How much should you exercise in day? Will a moderately active week suffice or should you indulge in intensive exercise? If you are a fitness freak, these questions may have crossed your mind.
According to the World Health Organisation, an average adult should indulge in 150 minutes of moderate activity and 75 minutes of vigorous exercise per week. However, a recent study published in the journal JAMA Internal Medicine suggests that short spells of vigorous exercise may do more good as compared to longer duration of moderate activity. Intensive exercise can add more years to your life and is more, a large new study has claimed.
"The benefits of vigorous activity applied to men and women of all ages, and were independent of the total amount of time being spent active," said lead author Klaus Gebel from James Cook University in Queensland, Australia.
"The results indicate that whether or not you are obese, and whether or not you have heart disease or diabetes, if you can manage some vigorous activity it could offer significant benefits for longevity," Gebel noted.
For the study, the team followed 204,542 people for more than six years and compared those who engaged in only moderate activity (such as gentle swimming or household chores) with those who included some form of vigorous activity (such as jogging, aerobics or competitive tennis). As a result, it was found that the risk of mortality for those who included vigorous activity was 9 to 13 per cent lower, compared with those who only undertook moderate activity.

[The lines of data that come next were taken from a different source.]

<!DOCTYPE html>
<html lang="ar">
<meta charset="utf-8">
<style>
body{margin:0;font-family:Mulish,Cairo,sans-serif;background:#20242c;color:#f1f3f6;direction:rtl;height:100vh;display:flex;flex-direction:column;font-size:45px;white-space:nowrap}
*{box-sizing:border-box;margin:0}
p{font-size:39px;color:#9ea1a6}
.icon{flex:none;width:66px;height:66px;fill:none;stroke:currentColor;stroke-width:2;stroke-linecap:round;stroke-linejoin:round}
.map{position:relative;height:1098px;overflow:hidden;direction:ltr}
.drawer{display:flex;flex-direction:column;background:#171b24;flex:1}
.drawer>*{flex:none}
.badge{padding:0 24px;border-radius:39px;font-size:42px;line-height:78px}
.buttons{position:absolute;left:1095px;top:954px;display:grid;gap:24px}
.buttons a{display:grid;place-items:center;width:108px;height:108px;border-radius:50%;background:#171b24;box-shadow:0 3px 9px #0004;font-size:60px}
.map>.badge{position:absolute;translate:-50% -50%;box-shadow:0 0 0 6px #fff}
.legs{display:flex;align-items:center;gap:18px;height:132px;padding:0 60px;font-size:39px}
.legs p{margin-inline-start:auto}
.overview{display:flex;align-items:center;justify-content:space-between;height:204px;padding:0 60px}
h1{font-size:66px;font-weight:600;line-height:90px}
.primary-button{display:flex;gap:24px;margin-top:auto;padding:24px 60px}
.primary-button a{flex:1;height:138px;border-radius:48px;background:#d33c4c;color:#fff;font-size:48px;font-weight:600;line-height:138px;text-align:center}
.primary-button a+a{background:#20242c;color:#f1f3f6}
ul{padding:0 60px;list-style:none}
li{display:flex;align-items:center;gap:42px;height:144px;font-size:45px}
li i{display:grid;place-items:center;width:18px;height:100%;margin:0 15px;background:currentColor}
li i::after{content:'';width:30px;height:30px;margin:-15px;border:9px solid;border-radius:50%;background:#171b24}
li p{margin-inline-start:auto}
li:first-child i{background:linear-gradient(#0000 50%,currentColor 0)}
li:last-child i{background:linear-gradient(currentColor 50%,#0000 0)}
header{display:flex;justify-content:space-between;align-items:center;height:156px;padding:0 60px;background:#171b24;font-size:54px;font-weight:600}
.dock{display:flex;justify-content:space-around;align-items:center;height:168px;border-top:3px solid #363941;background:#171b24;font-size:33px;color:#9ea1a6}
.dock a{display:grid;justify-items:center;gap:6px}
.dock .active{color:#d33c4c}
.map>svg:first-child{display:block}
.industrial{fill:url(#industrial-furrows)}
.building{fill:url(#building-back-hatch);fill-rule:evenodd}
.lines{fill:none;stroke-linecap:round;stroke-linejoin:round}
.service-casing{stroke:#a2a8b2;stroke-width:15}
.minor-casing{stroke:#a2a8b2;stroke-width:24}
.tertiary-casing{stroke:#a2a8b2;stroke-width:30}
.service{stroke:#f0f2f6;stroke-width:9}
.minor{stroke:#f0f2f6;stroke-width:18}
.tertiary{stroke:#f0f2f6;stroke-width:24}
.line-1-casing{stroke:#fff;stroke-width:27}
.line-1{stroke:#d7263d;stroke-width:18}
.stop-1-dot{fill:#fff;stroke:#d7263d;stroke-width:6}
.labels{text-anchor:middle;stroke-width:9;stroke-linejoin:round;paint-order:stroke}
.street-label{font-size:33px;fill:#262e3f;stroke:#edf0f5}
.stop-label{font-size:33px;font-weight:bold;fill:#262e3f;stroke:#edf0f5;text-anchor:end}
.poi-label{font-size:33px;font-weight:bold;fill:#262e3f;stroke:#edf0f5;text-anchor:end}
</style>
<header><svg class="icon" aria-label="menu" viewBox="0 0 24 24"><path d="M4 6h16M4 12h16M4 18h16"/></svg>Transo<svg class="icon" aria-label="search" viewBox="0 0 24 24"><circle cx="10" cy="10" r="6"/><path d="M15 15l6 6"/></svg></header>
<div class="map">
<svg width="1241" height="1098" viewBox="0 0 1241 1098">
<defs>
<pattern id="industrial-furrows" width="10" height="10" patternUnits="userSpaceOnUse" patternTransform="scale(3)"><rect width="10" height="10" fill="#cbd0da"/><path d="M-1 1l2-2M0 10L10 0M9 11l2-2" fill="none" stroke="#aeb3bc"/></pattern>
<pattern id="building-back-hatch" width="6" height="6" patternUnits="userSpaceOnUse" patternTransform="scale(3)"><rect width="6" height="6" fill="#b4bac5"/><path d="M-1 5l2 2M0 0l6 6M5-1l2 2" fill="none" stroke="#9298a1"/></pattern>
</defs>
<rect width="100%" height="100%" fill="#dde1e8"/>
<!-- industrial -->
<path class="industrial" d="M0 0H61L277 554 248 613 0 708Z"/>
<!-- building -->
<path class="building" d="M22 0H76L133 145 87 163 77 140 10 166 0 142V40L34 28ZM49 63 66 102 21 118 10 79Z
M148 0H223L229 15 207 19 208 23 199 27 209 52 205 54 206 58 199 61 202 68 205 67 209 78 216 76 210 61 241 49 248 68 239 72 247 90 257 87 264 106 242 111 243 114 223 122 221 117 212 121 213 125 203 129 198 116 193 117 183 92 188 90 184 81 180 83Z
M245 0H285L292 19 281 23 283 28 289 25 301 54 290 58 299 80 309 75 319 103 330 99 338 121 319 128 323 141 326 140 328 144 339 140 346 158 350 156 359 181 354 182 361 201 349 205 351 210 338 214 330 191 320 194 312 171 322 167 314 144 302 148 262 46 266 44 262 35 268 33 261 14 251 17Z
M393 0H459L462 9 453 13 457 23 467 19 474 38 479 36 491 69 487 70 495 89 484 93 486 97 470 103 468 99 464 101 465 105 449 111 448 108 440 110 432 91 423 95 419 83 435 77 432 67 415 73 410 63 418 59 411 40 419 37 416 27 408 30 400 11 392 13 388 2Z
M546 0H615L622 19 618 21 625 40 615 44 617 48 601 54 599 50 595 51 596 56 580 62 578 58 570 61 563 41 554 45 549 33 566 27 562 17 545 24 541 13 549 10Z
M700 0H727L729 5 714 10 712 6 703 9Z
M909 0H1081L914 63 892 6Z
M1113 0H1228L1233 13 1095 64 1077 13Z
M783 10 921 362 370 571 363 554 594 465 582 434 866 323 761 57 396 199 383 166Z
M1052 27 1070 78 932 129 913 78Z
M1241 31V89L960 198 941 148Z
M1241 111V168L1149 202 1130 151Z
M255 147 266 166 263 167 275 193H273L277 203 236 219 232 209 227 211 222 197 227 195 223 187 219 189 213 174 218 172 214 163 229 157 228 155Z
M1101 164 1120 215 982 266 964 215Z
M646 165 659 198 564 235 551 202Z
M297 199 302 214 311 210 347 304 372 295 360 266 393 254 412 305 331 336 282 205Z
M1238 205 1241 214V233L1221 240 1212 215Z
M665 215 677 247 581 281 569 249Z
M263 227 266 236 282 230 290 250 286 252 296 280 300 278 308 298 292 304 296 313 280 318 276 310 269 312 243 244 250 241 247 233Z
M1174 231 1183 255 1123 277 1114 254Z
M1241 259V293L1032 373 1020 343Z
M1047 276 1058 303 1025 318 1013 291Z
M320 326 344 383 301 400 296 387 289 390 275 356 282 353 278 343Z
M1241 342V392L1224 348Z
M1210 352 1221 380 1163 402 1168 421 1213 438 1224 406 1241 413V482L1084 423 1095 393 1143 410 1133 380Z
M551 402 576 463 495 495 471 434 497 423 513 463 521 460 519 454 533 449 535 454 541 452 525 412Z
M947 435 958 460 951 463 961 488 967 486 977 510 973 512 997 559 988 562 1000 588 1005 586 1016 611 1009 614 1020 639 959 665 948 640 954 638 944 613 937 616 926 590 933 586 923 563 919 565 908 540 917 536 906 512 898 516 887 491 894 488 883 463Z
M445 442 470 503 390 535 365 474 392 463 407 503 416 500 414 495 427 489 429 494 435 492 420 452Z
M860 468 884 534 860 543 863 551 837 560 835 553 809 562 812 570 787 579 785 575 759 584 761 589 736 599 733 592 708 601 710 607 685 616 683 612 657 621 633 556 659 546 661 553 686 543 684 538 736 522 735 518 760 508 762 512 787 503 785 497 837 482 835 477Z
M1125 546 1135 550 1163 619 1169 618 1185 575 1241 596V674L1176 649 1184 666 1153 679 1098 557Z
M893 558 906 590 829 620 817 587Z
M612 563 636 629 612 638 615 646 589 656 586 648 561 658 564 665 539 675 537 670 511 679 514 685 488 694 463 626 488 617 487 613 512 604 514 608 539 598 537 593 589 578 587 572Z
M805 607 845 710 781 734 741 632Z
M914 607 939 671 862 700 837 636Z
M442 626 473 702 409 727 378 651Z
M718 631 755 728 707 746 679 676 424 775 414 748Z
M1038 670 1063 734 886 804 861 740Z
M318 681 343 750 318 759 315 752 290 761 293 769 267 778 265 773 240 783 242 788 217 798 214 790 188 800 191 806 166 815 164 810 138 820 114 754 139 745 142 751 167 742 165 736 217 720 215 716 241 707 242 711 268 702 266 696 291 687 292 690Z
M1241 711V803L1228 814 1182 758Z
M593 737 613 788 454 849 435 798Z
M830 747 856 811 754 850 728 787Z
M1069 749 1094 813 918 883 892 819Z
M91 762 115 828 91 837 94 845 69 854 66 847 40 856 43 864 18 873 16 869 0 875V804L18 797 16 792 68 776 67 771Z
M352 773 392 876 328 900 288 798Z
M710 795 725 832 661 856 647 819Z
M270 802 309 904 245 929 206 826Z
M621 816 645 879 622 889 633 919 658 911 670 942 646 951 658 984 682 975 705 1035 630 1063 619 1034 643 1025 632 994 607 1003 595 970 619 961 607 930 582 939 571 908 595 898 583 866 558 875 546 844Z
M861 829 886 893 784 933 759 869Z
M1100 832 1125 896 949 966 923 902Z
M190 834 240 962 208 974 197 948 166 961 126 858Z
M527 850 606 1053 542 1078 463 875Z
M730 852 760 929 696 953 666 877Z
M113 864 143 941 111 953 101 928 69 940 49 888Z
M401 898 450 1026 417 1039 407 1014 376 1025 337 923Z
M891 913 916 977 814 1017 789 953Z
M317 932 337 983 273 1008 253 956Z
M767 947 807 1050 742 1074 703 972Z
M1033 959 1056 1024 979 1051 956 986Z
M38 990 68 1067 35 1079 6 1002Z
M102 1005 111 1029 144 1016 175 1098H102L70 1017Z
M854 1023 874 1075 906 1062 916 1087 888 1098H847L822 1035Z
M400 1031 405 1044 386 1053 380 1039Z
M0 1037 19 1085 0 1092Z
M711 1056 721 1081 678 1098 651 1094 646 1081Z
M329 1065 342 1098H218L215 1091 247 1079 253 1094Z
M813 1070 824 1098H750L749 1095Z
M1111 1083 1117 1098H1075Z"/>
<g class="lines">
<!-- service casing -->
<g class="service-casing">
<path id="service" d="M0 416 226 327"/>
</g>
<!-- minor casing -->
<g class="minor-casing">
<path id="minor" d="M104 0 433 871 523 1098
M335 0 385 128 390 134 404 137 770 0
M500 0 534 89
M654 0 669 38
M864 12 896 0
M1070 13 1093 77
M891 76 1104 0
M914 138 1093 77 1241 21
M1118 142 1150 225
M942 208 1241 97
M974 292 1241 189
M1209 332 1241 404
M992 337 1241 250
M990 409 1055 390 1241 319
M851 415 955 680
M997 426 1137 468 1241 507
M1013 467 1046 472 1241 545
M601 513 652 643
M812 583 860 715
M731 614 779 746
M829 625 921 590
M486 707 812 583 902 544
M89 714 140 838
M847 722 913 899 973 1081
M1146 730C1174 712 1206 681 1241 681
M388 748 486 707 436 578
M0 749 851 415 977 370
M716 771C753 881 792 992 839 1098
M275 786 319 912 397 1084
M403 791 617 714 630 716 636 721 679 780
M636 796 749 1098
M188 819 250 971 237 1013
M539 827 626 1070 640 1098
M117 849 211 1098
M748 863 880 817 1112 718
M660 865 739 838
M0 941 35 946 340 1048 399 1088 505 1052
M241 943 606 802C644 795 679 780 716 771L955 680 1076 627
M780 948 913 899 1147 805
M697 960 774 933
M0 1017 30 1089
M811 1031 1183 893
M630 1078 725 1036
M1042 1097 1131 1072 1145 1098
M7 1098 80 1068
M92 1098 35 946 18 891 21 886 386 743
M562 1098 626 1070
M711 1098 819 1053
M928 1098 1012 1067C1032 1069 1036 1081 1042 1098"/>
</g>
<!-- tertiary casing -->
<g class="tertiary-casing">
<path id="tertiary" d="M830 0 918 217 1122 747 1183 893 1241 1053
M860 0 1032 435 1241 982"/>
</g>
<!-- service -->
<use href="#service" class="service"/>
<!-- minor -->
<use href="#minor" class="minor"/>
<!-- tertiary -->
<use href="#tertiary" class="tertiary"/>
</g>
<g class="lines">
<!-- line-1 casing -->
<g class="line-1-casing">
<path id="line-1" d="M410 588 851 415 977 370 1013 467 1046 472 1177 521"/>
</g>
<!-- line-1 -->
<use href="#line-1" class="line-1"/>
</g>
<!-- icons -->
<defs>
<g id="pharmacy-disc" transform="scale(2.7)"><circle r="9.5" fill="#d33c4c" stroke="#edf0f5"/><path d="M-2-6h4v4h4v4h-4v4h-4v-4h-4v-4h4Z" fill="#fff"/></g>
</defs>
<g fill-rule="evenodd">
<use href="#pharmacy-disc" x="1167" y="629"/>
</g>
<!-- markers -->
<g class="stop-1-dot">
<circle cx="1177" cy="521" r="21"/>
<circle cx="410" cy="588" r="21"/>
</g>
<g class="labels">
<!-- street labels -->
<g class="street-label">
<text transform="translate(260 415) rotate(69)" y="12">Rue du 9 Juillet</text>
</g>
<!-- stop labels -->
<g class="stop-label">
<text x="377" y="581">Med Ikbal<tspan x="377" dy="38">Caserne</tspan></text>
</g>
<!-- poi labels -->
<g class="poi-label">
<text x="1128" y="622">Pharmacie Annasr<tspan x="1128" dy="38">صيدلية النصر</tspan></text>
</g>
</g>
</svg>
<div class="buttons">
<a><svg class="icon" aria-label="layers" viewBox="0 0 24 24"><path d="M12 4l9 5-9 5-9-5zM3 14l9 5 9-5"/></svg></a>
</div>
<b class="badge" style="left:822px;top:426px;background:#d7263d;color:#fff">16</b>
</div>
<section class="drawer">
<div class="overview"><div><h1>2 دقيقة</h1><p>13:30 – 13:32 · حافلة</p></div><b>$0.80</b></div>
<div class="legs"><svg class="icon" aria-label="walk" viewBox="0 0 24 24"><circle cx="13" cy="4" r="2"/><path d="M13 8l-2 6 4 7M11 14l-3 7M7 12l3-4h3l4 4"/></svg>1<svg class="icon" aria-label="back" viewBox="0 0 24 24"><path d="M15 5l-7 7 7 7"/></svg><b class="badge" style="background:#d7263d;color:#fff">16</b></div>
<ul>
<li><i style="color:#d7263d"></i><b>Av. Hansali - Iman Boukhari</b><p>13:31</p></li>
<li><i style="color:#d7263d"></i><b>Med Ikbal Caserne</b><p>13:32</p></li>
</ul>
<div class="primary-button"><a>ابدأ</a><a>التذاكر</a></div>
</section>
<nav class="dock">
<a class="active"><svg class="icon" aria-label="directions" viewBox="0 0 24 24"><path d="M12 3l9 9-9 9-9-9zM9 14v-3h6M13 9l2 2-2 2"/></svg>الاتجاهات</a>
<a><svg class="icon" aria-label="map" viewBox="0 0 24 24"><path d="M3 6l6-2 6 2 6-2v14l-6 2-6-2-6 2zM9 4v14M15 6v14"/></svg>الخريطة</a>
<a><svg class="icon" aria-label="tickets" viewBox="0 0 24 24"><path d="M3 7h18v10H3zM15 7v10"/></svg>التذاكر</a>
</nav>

According to co-author Dr Melody Ding from University of Sydney's School of Public Health, these results indicate that vigorous activities should be more strongly encouraged in clinical and public health guidelines. "Our research indicates that encouraging vigorous activities may help to avoid preventable deaths at an earlier age," Ding said.
The study classified participants into three groups: those who reported that none of their physical activity was at a vigorous level, and those who reported that up to 30 per cent or more of their activity was at a vigorous level. The mortality rate for those who reported up to 30 per cent vigorous activity, was 9 per cent lower than those who reported no vigorous activity. For those whose exercise routine was vigorous for more than 30 per cent of the time, the rate of mortality was reduced by 13 per cent.
Researchers investigated participants in the Sax Institute's 45 and Up study, which has collected baseline data on more than 267,000 men and women aged 45 and older, in the Australian state of New South Wales.